---- INFORMATION SHOWN
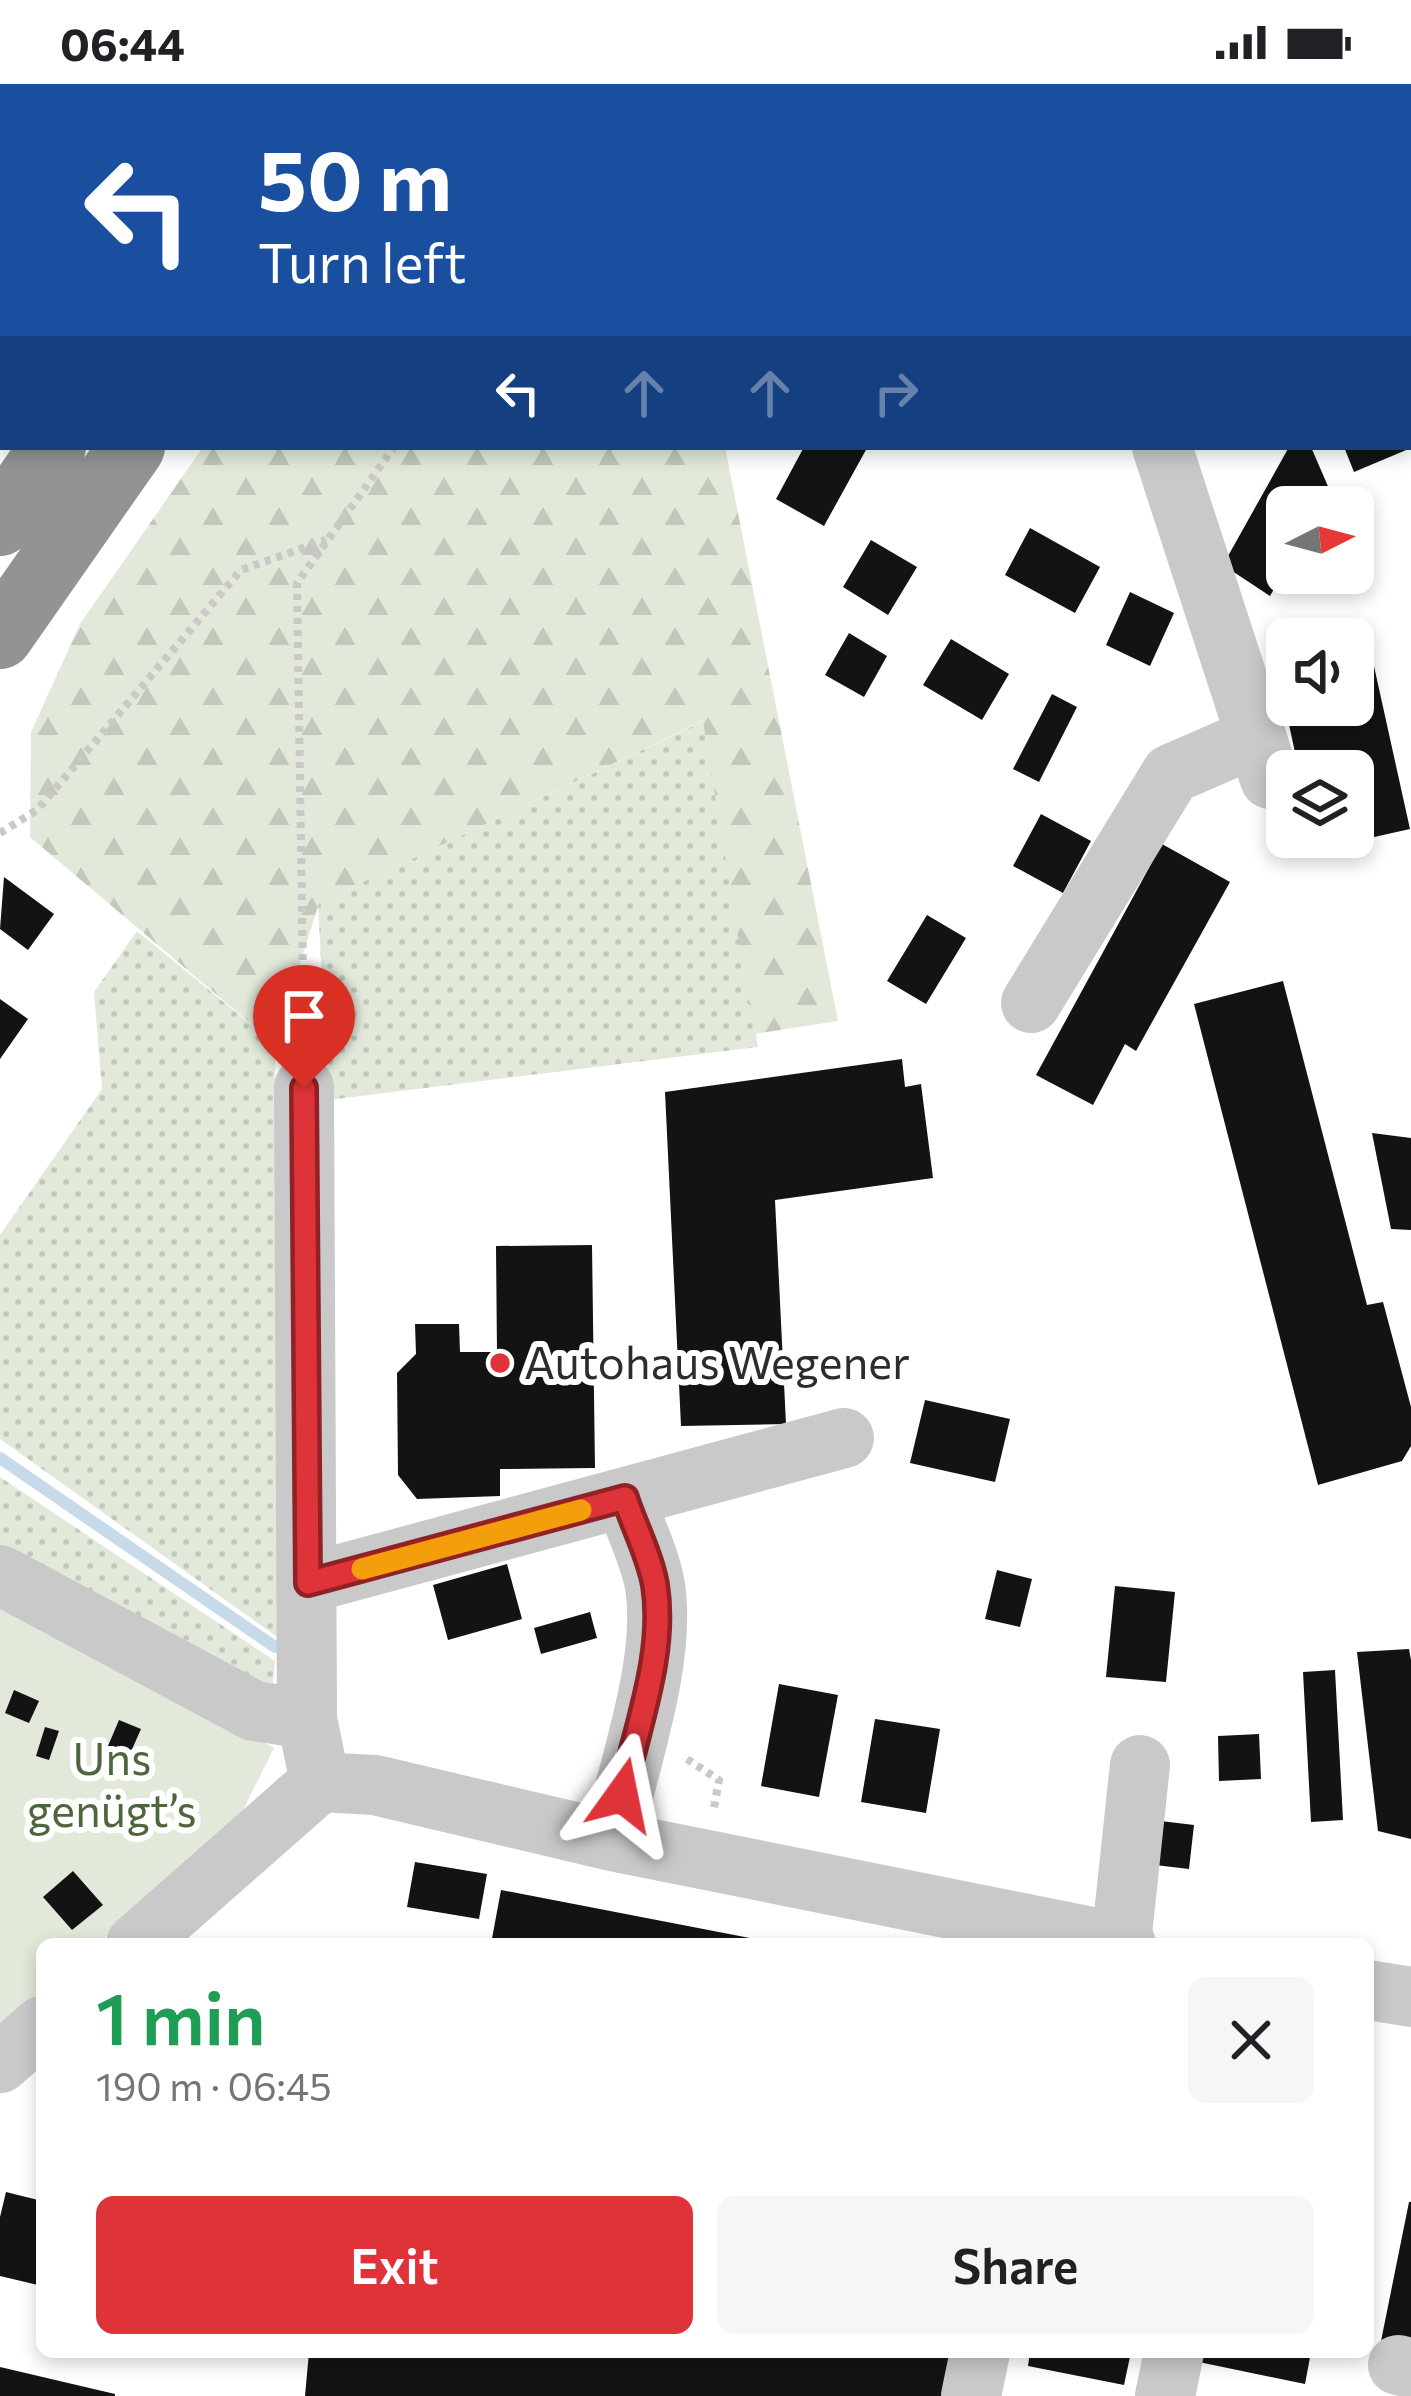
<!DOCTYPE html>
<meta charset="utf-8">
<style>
:root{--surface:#fff;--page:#f6f6f6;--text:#202124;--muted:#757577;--accent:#de3339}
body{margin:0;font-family:Commissioner,sans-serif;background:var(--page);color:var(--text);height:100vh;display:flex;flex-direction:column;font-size:45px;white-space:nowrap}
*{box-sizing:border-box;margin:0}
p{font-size:39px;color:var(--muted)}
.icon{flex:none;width:66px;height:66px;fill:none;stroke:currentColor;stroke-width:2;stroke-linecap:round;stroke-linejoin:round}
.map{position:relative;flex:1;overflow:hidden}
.details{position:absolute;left:36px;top:1854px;width:1338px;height:420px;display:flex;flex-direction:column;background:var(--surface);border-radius:18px;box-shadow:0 6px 18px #0003}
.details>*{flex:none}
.banner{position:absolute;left:0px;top:0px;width:1413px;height:366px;box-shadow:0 6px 18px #0003;background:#1a4fa0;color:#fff;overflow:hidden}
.needle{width:78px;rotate:84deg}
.tools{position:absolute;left:1266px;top:402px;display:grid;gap:24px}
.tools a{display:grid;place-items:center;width:108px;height:108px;border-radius:18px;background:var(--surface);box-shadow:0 6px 18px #0003;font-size:60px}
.pin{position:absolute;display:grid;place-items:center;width:102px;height:102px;color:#fff;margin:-123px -51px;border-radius:50% 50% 50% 0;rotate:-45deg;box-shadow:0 0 12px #0007}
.pin .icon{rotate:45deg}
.me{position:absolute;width:132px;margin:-66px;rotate:12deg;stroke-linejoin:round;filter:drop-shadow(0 0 9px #0008)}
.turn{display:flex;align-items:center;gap:42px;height:252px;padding:0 60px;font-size:54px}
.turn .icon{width:156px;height:156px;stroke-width:2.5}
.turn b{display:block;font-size:84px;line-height:102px}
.lanes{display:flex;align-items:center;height:114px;padding:0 60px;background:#0003;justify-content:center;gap:60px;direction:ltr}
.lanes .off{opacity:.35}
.round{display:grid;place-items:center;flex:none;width:126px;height:126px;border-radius:18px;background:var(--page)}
.summary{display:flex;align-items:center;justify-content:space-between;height:204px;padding:0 60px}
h1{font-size:72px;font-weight:600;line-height:90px;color:#1e9e55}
.cta{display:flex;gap:24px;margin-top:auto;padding:24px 60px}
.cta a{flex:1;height:138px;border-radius:18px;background:var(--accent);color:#fff;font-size:48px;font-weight:600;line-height:138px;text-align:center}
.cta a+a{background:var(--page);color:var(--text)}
.status{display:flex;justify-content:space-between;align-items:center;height:84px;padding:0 60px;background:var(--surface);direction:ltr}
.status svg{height:33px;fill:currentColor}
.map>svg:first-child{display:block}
</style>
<div class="status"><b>06:44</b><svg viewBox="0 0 49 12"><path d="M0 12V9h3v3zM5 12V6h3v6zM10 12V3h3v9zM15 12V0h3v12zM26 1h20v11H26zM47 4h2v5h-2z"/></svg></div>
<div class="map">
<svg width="1411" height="2312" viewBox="0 0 1411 2312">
<defs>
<pattern id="grass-dots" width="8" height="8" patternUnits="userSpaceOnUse" patternTransform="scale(3)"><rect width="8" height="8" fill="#e2e9da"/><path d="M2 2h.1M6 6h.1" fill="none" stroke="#c2c8bb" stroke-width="1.8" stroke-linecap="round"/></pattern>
<pattern id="forest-firs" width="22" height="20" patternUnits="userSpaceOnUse" patternTransform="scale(3)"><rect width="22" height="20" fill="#e2e9da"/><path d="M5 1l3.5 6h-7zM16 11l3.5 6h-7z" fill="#c2c8bb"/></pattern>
<pattern id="wetland-marsh" width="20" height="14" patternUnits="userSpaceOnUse" patternTransform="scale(3)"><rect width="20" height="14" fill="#e2e9da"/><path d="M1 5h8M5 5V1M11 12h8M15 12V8" fill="none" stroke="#c2c8bb"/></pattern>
</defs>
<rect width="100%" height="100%" fill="#fff"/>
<path fill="url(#grass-dots)" d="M704,637L758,963L328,1016L318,819Z
M137,847L275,960L280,1555L0,1355V1151L102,1005L94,908Z
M0,1393L275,1577L272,1608L0,1470Z"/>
<path fill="url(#forest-firs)" d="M203,363H725L838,937L754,950L703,637L319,819L275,960L30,753L31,648L80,540Z"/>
<path fill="url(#wetland-marsh)" d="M0,0H211L3,3L0,299Z"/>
<path fill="#e2e9da" d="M0,1517L274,1664L239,1734L98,1860H42V1910L0,1948Z"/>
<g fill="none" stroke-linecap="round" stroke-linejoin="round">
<path stroke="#c6dae9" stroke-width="12" d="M0,1374L275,1563"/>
</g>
<path fill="#131313" d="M804,363L867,364L824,442L776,415Z
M1289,363H1311L1330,407L1321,423H1287V482L1270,512L1223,481Z
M1344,363H1411V364L1354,388Z
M1030,444L1100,483L1075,529L1005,491Z
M871,456L917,483L888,531L843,503Z
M1130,508L1174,529L1150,582L1106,561Z
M1364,537L1410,745L1316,766L1313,753H1353V687H1299L1271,557L1287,553V621H1353V555L1289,553Z
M849,549L887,572L864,613L825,591Z
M951,555L1009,590L982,636L923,601Z
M1052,610L1077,623L1039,698L1013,685Z
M1041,730L1091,757L1063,809L1013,782Z
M1162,760L1230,798L1136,967L1125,960L1093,1021L1036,991Z
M4,793L54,830L28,866L0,845Z
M927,831L966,854L926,920L887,897Z
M1283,897L1367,1221L1383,1218L1411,1323V1362L1402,1377L1318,1401L1194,920Z
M0,915L28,935L0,975Z
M902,975L905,1003L921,1000L933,1094L775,1116L786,1340L681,1342L665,1008Z
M1372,1049L1411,1054V1146L1391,1145Z
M592,1161L595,1384L500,1385V1412L417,1415L398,1391L397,1289L416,1270L415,1240H459L460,1268H497L496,1162Z
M925,1316L1010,1335L995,1398L910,1379Z
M507,1480L522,1535L448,1556L433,1501Z
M997,1486L1032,1495L1020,1543L985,1535Z
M1115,1502L1175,1508L1166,1598L1106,1593Z
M590,1528L597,1554L541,1570L534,1544Z
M1409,1565L1411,1576V1755L1378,1747L1357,1568Z
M1335,1586L1343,1736L1311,1738L1303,1588Z
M779,1600L838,1611L819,1713L761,1702Z
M14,1606L39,1617L29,1639L5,1629Z
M875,1635L940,1645L926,1729L861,1718Z
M119,1636L141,1645L126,1679L105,1669Z
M45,1643L59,1647L49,1676L36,1672Z
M1259,1650L1261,1695L1219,1697L1218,1652Z
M1144,1735L1194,1741L1189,1785L1138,1779Z
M415,1778L487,1790L479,1835L407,1823Z
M73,1787L103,1821L72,1846L43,1813Z
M501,1806L755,1855L754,1860H491Z
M6,2108L42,2117V2202L0,2192V2133Z
M1409,2118H1411V2269L1380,2262Z
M309,2268H959L951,2312H305Z
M1030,2268H1131L1124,2301L1028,2282Z
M1196,2268H1311L1305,2300L1194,2277Z
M0,2283L115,2310V2312H0Z"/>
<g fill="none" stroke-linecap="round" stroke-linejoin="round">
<path stroke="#c9c9c9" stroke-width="8" stroke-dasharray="6 6" stroke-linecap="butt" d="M0,749L37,726L241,486L326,456
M304,960L297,499L394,363
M687,1675L719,1696L713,1729"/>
<path stroke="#c9c9c9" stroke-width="60" d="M649,3L651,0
M1080,3L1081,0
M1162,363L1270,695
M1031,919L1171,690L1256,653
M304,1003L307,1635L320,1698
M0,1491L254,1627L307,1635
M308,1499L844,1354
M612,1757C628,1682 667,1577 655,1502C650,1472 634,1442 625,1414
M1121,1859L1140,1681
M136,1860L320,1698L375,1701L612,1757L1126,1860
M1368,1906L1411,1913
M0,1979L42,1942
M1398,2281L1411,2284
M971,2312L980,2268
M1165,2312L1174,2268"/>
<path stroke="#939393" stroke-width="66" d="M303,3L305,0
M384,3L386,0
M0,439L53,363
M0,552L132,363"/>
</g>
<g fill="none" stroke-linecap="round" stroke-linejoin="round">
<g stroke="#902125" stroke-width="30">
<path id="route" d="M304,1004L308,1499L625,1414C634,1442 650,1472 655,1501C666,1570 636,1645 622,1711"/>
</g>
<use href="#route" stroke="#de3339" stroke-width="21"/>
<path stroke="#f59e0b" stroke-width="21" d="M362,1485L581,1426"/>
</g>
<circle fill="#de3339" stroke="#fff" stroke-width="4.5" cx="500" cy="1279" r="12"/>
<g text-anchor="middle" stroke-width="12" stroke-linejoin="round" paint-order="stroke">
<g font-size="45" fill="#2c2c2c" stroke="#fff" text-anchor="start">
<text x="524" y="1295">Autohaus Wegener</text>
</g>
<g font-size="45" fill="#4e663c" stroke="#fff">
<text x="112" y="1691">Uns<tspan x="112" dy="52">genügt’s</tspan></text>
</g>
</g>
</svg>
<div class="tools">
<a><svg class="needle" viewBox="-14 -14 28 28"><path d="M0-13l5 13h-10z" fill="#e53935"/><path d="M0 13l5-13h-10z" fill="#757577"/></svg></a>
<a><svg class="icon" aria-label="sound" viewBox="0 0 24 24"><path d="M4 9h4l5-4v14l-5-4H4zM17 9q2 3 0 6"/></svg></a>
<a><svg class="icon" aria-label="layers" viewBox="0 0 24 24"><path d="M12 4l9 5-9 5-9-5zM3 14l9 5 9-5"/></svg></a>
</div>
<div class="pin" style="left:304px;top:1004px;background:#d93025"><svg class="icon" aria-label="arrive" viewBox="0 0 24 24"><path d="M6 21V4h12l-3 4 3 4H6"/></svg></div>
<svg class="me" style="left:622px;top:1711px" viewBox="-20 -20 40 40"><path d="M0-17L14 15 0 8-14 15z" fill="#de3339" stroke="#fff" stroke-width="4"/></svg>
<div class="banner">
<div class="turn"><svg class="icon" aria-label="left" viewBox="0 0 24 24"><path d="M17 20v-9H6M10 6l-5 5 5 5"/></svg><div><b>50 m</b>Turn left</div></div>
<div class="lanes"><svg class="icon" aria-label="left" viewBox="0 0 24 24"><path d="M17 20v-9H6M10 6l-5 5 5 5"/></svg><svg class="icon off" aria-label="ahead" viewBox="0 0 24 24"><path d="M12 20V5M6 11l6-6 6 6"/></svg><svg class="icon off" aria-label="ahead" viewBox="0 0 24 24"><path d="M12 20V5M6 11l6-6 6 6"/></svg><svg class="icon off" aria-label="right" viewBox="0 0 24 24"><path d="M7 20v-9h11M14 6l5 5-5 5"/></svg></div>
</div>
<section class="details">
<div class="summary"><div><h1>1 min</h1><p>190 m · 06:45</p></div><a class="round"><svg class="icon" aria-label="close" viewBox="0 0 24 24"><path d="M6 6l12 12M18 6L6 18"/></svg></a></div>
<div class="cta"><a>Exit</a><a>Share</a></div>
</section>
</div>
--------
• WHAT YOU NEED TO DO:
Please copy out every line in the listing that has the string "tools".

• EXERCISE RESULT:
.tools{position:absolute;left:1266px;top:402px;display:grid;gap:24px}
.tools a{display:grid;place-items:center;width:108px;height:108px;border-radius:18px;background:var(--surface);box-shadow:0 6px 18px #0003;font-size:60px}
<div class="tools">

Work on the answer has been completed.